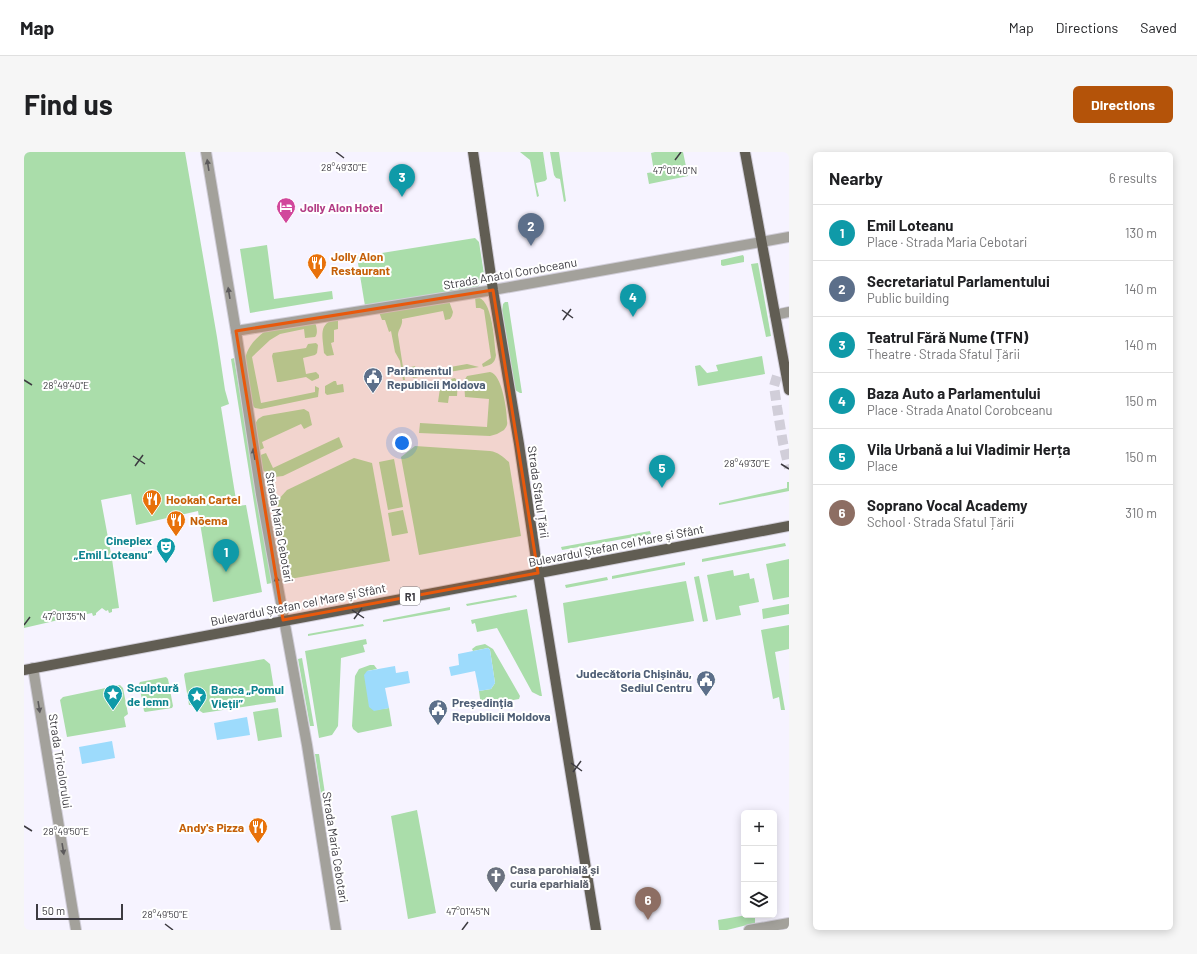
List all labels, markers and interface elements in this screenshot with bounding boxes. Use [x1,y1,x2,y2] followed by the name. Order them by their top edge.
[20,16,54,39] text: Map
[1009,19,1034,36] text: Map
[1056,19,1118,36] text: Directions
[1140,19,1177,36] text: Saved
[1073,86,1173,123] button: Directions
[24,87,113,121] text: Find us
[205,159,211,171] one-way arrow
[321,161,367,173] text: 28°49'30"E
[389,164,415,197] pin: 3
[653,164,697,176] text: 47°01'40"N
[829,168,883,188] text: Nearby
[1109,170,1157,186] text: 6 results
[275,196,297,224] hotel icon: Jolly Alon Hotel
[300,200,383,214] place label: Jolly Alon Hotel
[518,213,544,246] pin: 2
[867,216,954,234] text: Emil Loteanu
[840,225,844,241] text: 1
[1125,225,1157,241] text: 130 m
[867,234,1027,250] text: Place · Strada Maria Cebotari
[331,249,391,277] place label: Jolly Alon Restaurant
[306,252,328,280] restaurant icon: Jolly Alon Restaurant
[442,254,578,292] street label: Strada Anatol Corobceanu
[867,272,1050,290] text: Secretariatul Parlamentului
[838,281,846,297] text: 2
[1125,281,1157,297] text: 140 m
[620,284,646,317] pin: 4
[226,287,232,299] one-way arrow
[867,290,949,306] text: Public building
[867,328,1028,346] text: Teatrul Fără Nume (TFN)
[838,337,846,353] text: 3
[1125,337,1157,353] text: 140 m
[867,346,1020,362] text: Theatre · Strada Sfatul Țării
[387,363,486,391] place label: Parlamentul Republicii Moldova
[362,366,384,394] public building icon: Parlamentul Republicii Moldova
[43,379,89,391] text: 28°49'40"E
[867,384,1041,402] text: Baza Auto a Parlamentului
[838,393,846,409] text: 4
[1125,393,1157,409] text: 150 m
[867,402,1053,418] text: Place · Strada Anatol Corobceanu
[392,433,412,453] your location
[867,440,1070,458] text: Vila Urbană a lui Vladimir Herța
[526,445,552,539] street label: Strada Sfatul Țării
[251,448,257,460] one-way arrow
[838,449,846,465] text: 5
[1125,449,1157,465] text: 150 m
[649,455,675,488] pin: 5
[724,457,770,469] text: 28°49'30"E
[867,458,898,474] text: Place
[263,471,297,583] street label: Strada Maria Cebotari
[141,488,163,516] restaurant icon: Hookah Cartel
[166,492,241,506] place label: Hookah Cartel
[867,496,1028,514] text: Soprano Vocal Academy
[839,505,845,521] text: 6
[1125,505,1157,521] text: 310 m
[165,509,187,537] restaurant icon: Nōema
[190,513,227,527] place label: Nōema
[867,514,1014,530] text: School · Strada Sfatul Țării
[527,521,705,569] street label: Bulevardul Ștefan cel Mare și Sfânt
[74,533,153,561] place label: Cineplex „Emil Loteanu”
[155,536,177,564] theatre icon: Cineplex „Emil Loteanu”
[213,539,239,572] pin: 1
[273,576,279,588] one-way arrow
[209,580,387,628] street label: Bulevardul Ștefan cel Mare și Sfânt
[400,587,420,605] road number: R1
[42,610,86,622] text: 47°01'35"N
[576,666,692,694] place label: Judecătoria Chișinău, Sediul Centru
[695,669,717,697] public building icon: Judecătoria Chișinău, Sediul Centru
[127,680,179,708] place label: Sculptură de lemn
[211,682,284,710] place label: Banca „Pomul Vieții”
[102,683,124,711] place icon: Sculptură de lemn
[186,685,208,713] place icon: Banca „Pomul Vieții”
[452,695,551,723] place label: Președinția Republicii Moldova
[427,698,449,726] public building icon: Președinția Republicii Moldova
[36,700,42,713] one-way arrow
[47,713,75,809] street label: Strada Tricolorului
[320,791,352,903] street label: Strada Maria Cebotari
[741,810,777,918] map controls
[741,810,777,846] button: +
[247,816,269,844] restaurant icon: Andy's Pizza
[179,820,244,834] place label: Andy's Pizza
[43,825,89,837] text: 28°49'50"E
[60,842,66,855] one-way arrow
[741,846,777,882] button: −
[510,862,599,890] place label: Casa parohială și curia eparhială
[485,865,507,893] church icon: Casa parohială și curia eparhială
[741,882,777,918] button: layers
[635,887,661,920] pin: 6
[36,902,123,921] scale bar
[42,904,65,917] text: 50 m
[446,905,490,917] text: 47°01'45"N
[142,908,188,920] text: 28°49'50"E

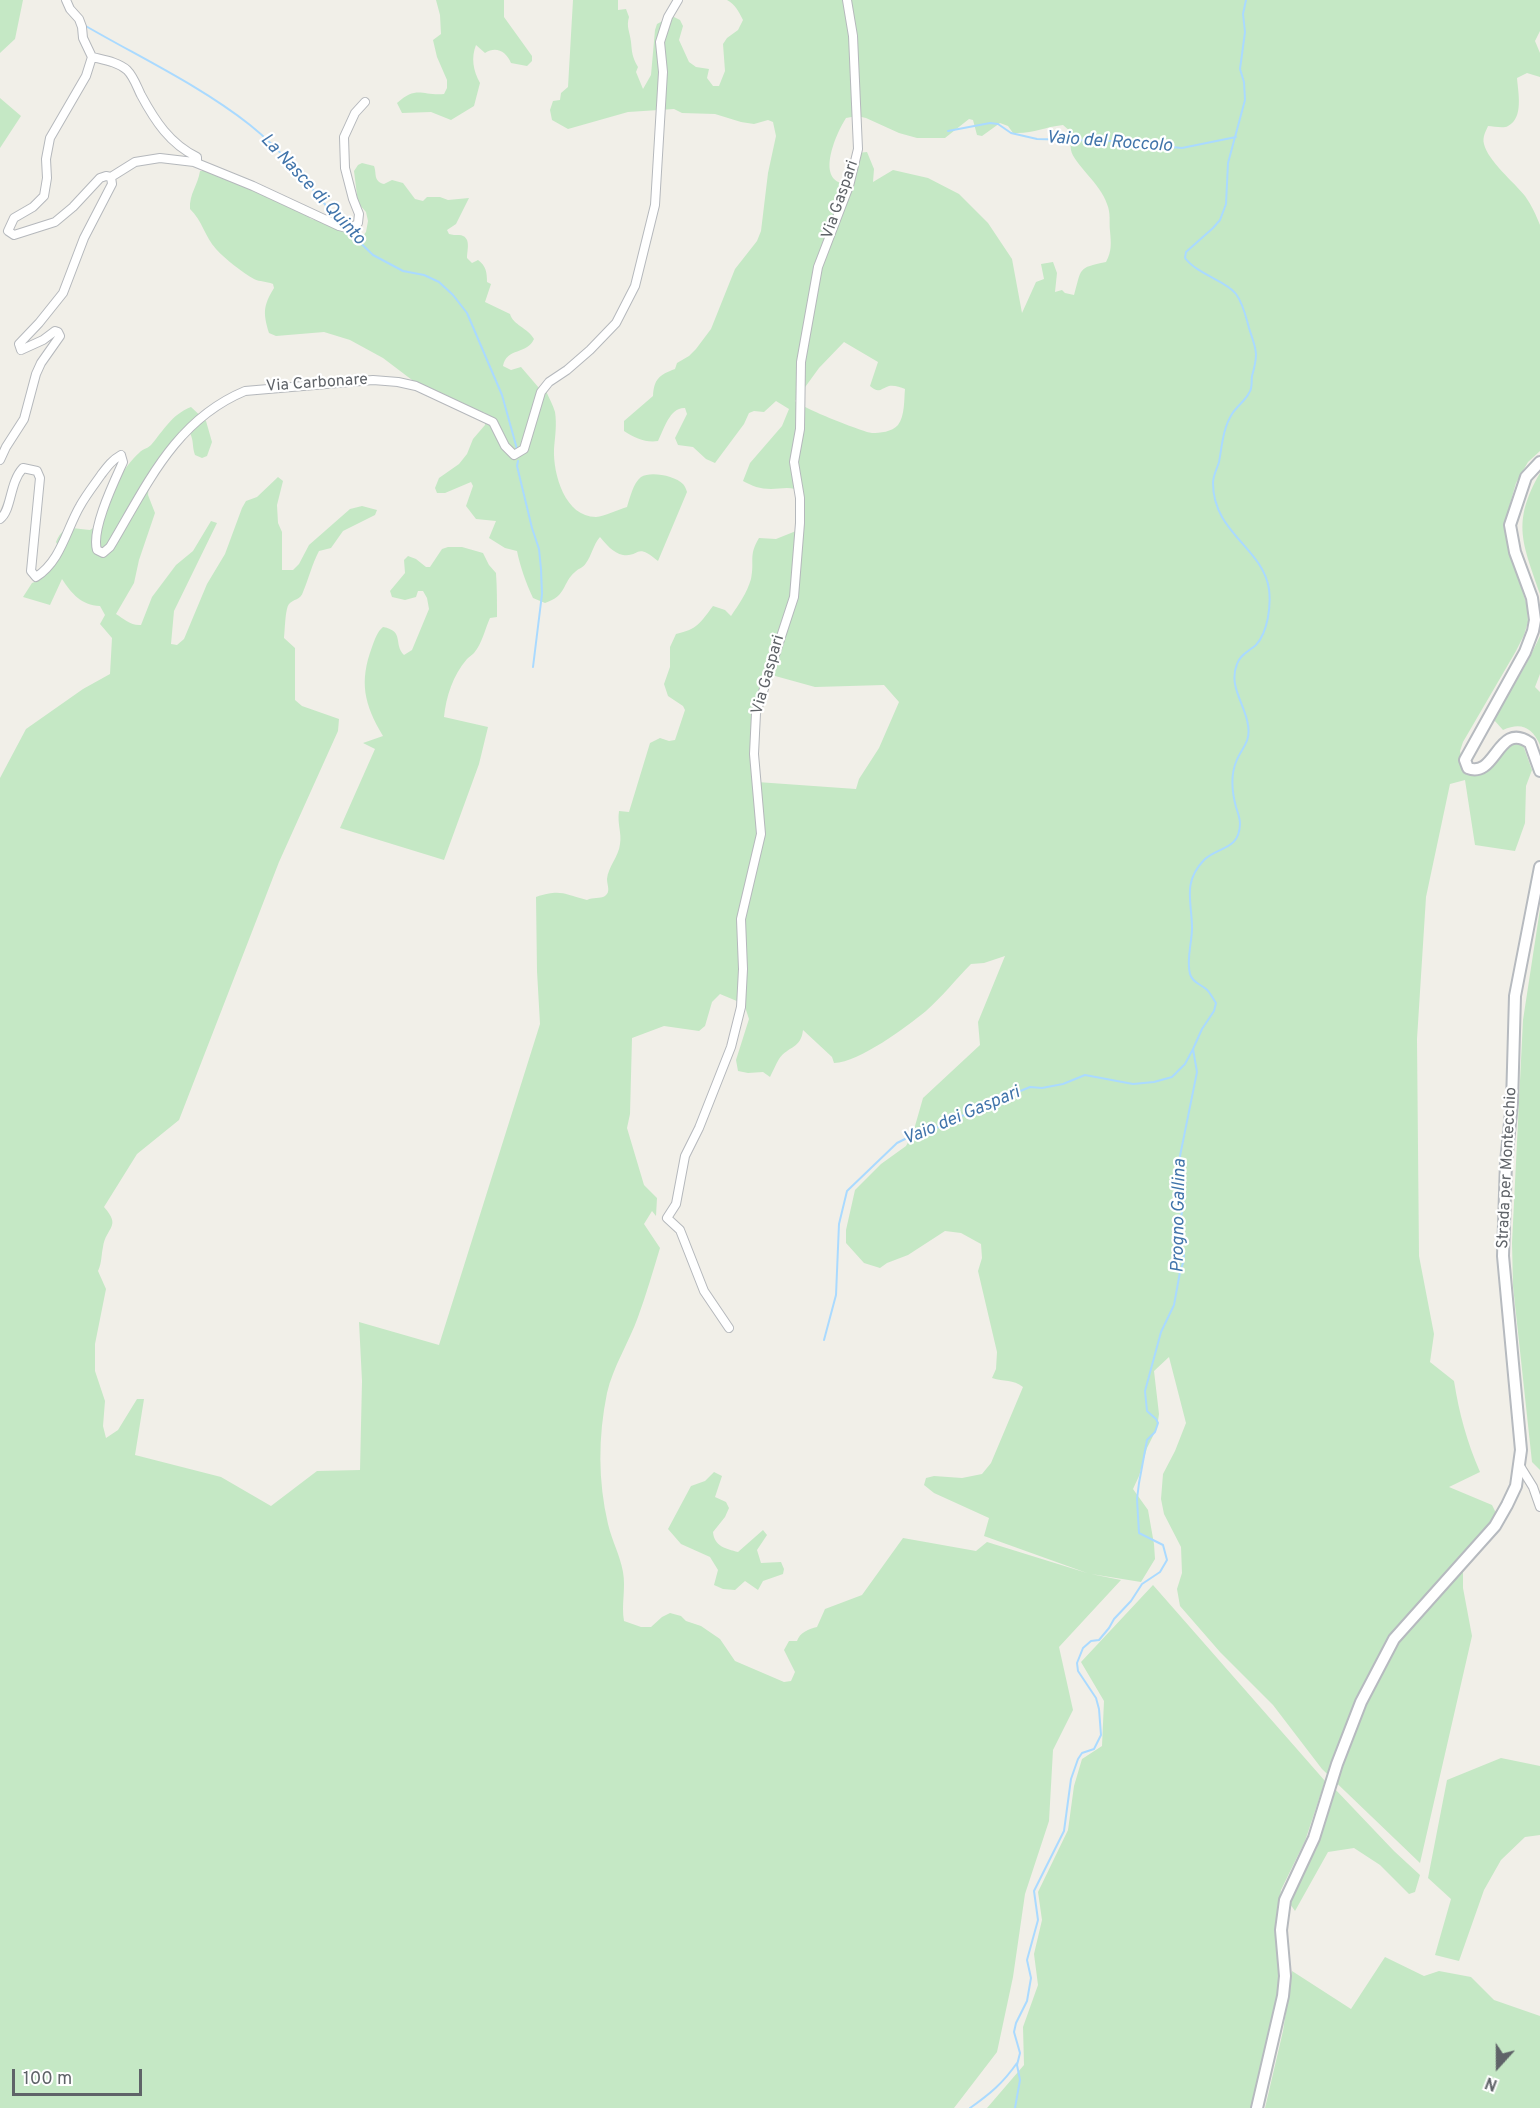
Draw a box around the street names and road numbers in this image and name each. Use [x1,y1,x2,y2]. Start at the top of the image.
street label: Via Gaspari [819,158,863,242]
street label: Via Carbonare [265,371,369,397]
street label: Via Gaspari [749,633,789,717]
street label: Strada per Montecchio [1494,1087,1522,1249]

++++++

EXERCISE INSTRUCTIONS
Set aside each line above that includes the string "Chișinău" and report it.

TASK SOLUTION
[576,666,692,694] place label: Judecătoria Chișinău, Sediul Centru
[695,669,717,697] public building icon: Judecătoria Chișinău, Sediul Centru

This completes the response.